(DATA SECTION Opens)

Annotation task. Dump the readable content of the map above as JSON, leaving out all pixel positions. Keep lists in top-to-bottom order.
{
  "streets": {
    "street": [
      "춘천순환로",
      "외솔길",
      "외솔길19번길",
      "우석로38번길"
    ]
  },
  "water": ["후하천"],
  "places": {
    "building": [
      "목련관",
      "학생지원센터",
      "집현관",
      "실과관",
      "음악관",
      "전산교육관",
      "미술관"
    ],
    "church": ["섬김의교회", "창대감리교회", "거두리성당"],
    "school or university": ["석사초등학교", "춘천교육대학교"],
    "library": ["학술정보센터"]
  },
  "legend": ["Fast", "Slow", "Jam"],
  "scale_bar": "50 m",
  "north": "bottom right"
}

(DATA SECTION Closes)

WHAT TO DO: Give the data again in full, keeping every line as it was.

ANSWER SECTION:
Annotation task. Dump the readable content of the map above as JSON, leaving out all pixel positions. Keep lists in top-to-bottom order.
{
  "streets": {
    "street": [
      "춘천순환로",
      "외솔길",
      "외솔길19번길",
      "우석로38번길"
    ]
  },
  "water": ["후하천"],
  "places": {
    "building": [
      "목련관",
      "학생지원센터",
      "집현관",
      "실과관",
      "음악관",
      "전산교육관",
      "미술관"
    ],
    "church": ["섬김의교회", "창대감리교회", "거두리성당"],
    "school or university": ["석사초등학교", "춘천교육대학교"],
    "library": ["학술정보센터"]
  },
  "legend": ["Fast", "Slow", "Jam"],
  "scale_bar": "50 m",
  "north": "bottom right"
}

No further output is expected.